Still from our cities comes the bitter cry of the submerged and of the women and girls whom unspeakable sin is claiming. "The United States has the largest proportion of women workers to the population in the world (one in five). [Footnote: Henry C. Vedder—The Gospel of Jesus and the Problem of Democracy.] It has done less toward the regulation of this form of labor—less for the protection of its women laborers—than any other country."
The recent investigations in Chicago and other large cities show the close relation between insufficient wages and vice.
One of the greatest obstacles to the relief of these conditions is the indifference of well-to-do people who do not come into personal contact with the wrongs and sufferings of the working people.
Still we are confronted by the sad spectacle of more than a million of the nation's children at work in factories and cotton mills for their living, and helping to support their families.
"The child is the embodied future. We can never have good citizenship without protected childhood. Child labor is a process of squandering future wealth to satisfy present need." [Footnote: See report of Eleventh Conference of Child Labor held at Washington, January, 1915.]
Defrauded childhood! Children, loaded with heavy tasks beyond their strength, robbed of the light and joy of life, plead for childhood's rights and that spiritual development that should make known to them the companionship of the Saviour and the love of the Heavenly Father.

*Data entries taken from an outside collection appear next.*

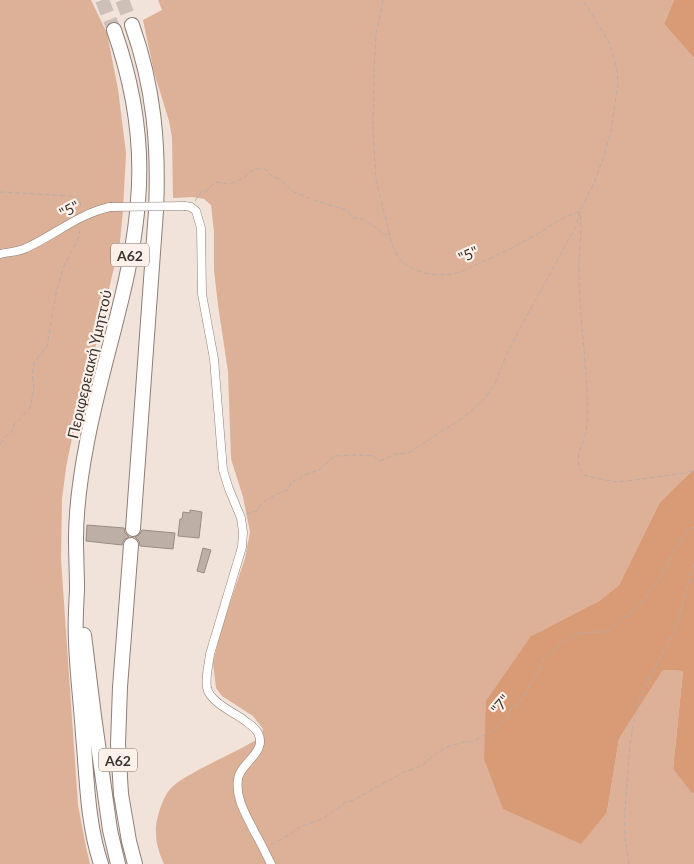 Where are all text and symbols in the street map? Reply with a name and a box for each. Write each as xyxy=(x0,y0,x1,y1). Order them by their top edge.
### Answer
street label: "5" xyxy=(56,196,82,222)
street label: "5" xyxy=(455,242,481,266)
road number: Α62 xyxy=(111,244,149,266)
street label: Περιφερειακή Υμηττού xyxy=(63,288,115,440)
street label: "7" xyxy=(487,691,513,717)
road number: Α62 xyxy=(99,748,137,772) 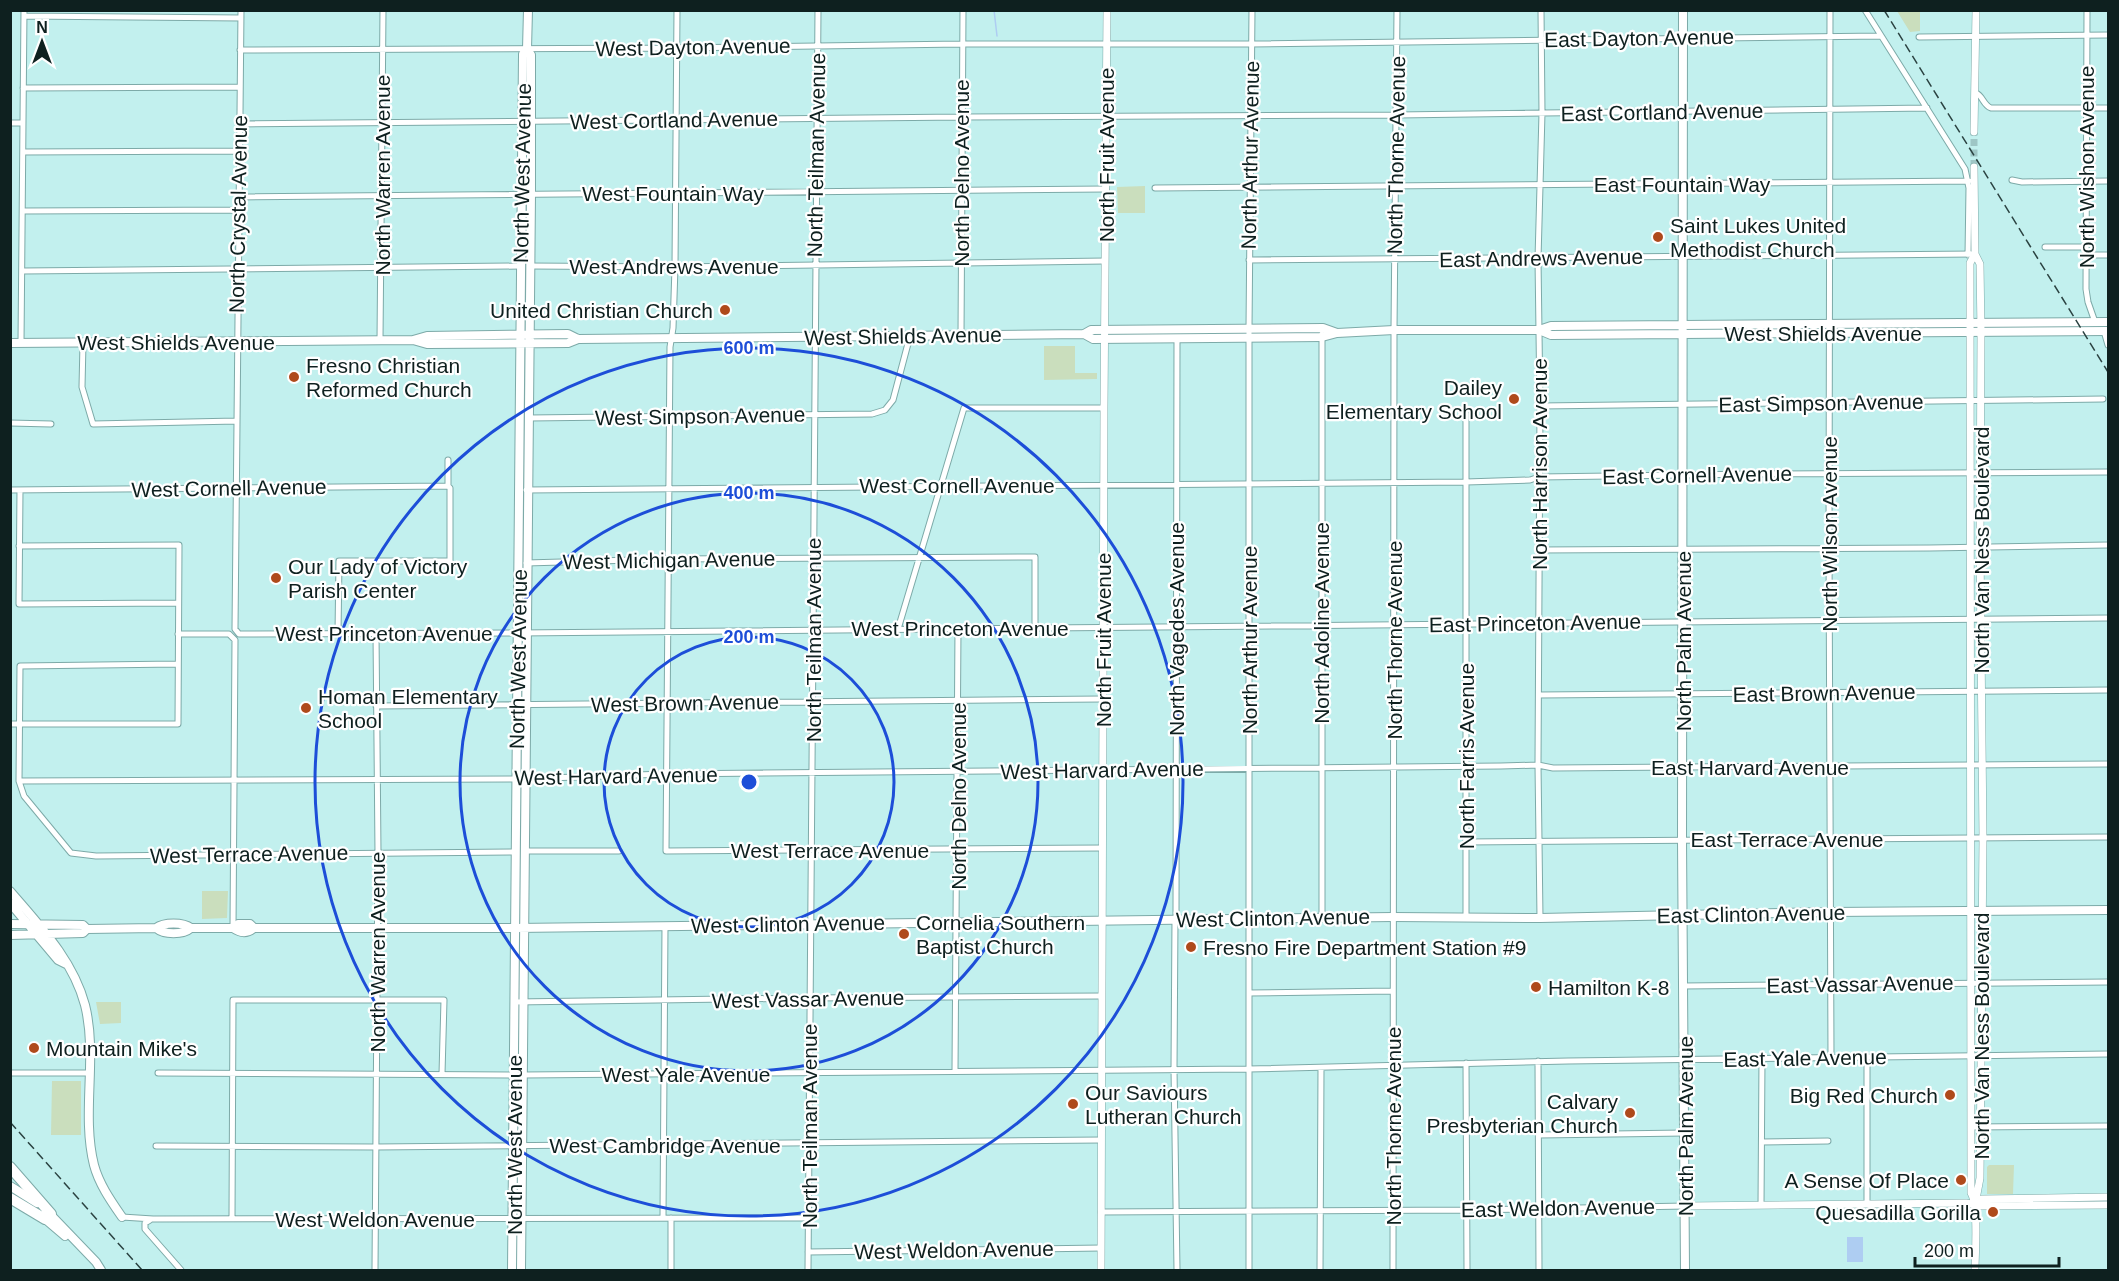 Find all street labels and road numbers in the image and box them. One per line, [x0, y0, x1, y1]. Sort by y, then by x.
street label: East Dayton Avenue [1544, 25, 1734, 51]
street label: West Dayton Avenue [595, 34, 791, 60]
street label: North Teilman Avenue [803, 52, 829, 258]
street label: North Thorne Avenue [1383, 55, 1409, 255]
street label: North Arthur Avenue [1237, 60, 1263, 250]
street label: North Wishon Avenue [2075, 66, 2098, 268]
street label: North Fruit Avenue [1095, 68, 1118, 242]
street label: North Warren Avenue [371, 75, 394, 275]
street label: North Delno Avenue [950, 79, 973, 267]
street label: North West Avenue [509, 83, 535, 263]
street label: East Cortland Avenue [1560, 99, 1764, 125]
street label: West Cortland Avenue [570, 107, 778, 133]
street label: North Crystal Avenue [225, 115, 251, 313]
street label: East Fountain Way [1594, 173, 1771, 196]
street label: West Fountain Way [582, 182, 765, 205]
street label: East Andrews Avenue [1439, 245, 1643, 271]
street label: West Andrews Avenue [569, 255, 779, 278]
street label: West Shields Avenue [1724, 322, 1922, 345]
street label: West Shields Avenue [804, 323, 1002, 349]
street label: West Shields Avenue [77, 331, 275, 354]
street label: North Harrison Avenue [1528, 358, 1551, 570]
street label: East Simpson Avenue [1718, 390, 1924, 416]
street label: West Simpson Avenue [595, 403, 805, 429]
street label: North Van Ness Boulevard [1970, 426, 1993, 674]
street label: North Wilson Avenue [1818, 436, 1841, 632]
street label: East Cornell Avenue [1602, 462, 1792, 488]
street label: West Cornell Avenue [859, 474, 1055, 497]
street label: West Cornell Avenue [131, 475, 327, 501]
street label: North Vagedes Avenue [1165, 522, 1188, 736]
street label: North Adoline Avenue [1310, 522, 1333, 724]
street label: North Teilman Avenue [802, 538, 825, 742]
street label: North Thorne Avenue [1383, 541, 1406, 739]
street label: North Arthur Avenue [1238, 546, 1261, 734]
street label: West Michigan Avenue [562, 547, 776, 573]
street label: North Palm Avenue [1672, 551, 1695, 731]
street label: North Fruit Avenue [1092, 553, 1115, 727]
street label: North West Avenue [505, 569, 531, 749]
street label: East Princeton Avenue [1429, 610, 1641, 636]
street label: West Princeton Avenue [851, 617, 1069, 640]
street label: West Princeton Avenue [275, 622, 493, 645]
street label: North Farris Avenue [1455, 663, 1478, 849]
street label: East Brown Avenue [1732, 680, 1916, 706]
street label: West Brown Avenue [591, 690, 779, 716]
street label: North Delno Avenue [947, 702, 970, 890]
street label: East Harvard Avenue [1651, 756, 1849, 779]
street label: West Harvard Avenue [1000, 757, 1204, 783]
street label: West Harvard Avenue [514, 763, 718, 789]
street label: East Terrace Avenue [1690, 828, 1884, 851]
street label: West Terrace Avenue [731, 839, 929, 862]
street label: West Terrace Avenue [150, 841, 348, 867]
street label: North Warren Avenue [366, 852, 389, 1052]
street label: East Clinton Avenue [1656, 901, 1846, 927]
street label: West Clinton Avenue [1176, 905, 1370, 931]
street label: West Clinton Avenue [691, 911, 885, 937]
street label: North Van Ness Boulevard [1970, 912, 1993, 1160]
street label: East Vassar Avenue [1766, 971, 1954, 997]
street label: West Vassar Avenue [712, 986, 904, 1012]
street label: North Teilman Avenue [798, 1024, 821, 1228]
street label: North Thorne Avenue [1382, 1027, 1405, 1225]
street label: North Palm Avenue [1674, 1036, 1697, 1216]
street label: East Yale Avenue [1723, 1045, 1887, 1071]
street label: North West Avenue [503, 1055, 526, 1235]
street label: West Yale Avenue [602, 1063, 770, 1086]
street label: West Cambridge Avenue [549, 1134, 781, 1157]
street label: East Weldon Avenue [1461, 1195, 1655, 1221]
street label: West Weldon Avenue [275, 1208, 475, 1231]
street label: West Weldon Avenue [854, 1237, 1054, 1263]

The testimony printed in the fall of 1912, concerning child labor in the canning factories of the Empire State, shows that more than a thousand children were employed in the canning industry that summer; one hundred and forty-one were less than ten years old.
An experienced manufacturer has said, "You can protect a machine, you can guide the buzz-saw, but no law that you can enact can, in a large industry, protect the heart and soul of the child."
A marked improvement has been made in the last five years in combating the evils of child labor. Many states forbid the employment of children under fourteen years of age in factories and mills—but in North and South Carolina, in Georgia and Alabama, children under fourteen are still permitted to labor in factories ten or twelve hours a day.
To reach this evil from the Federal standpoint, the powers of the
Inter-State Commerce Commission should be invoked.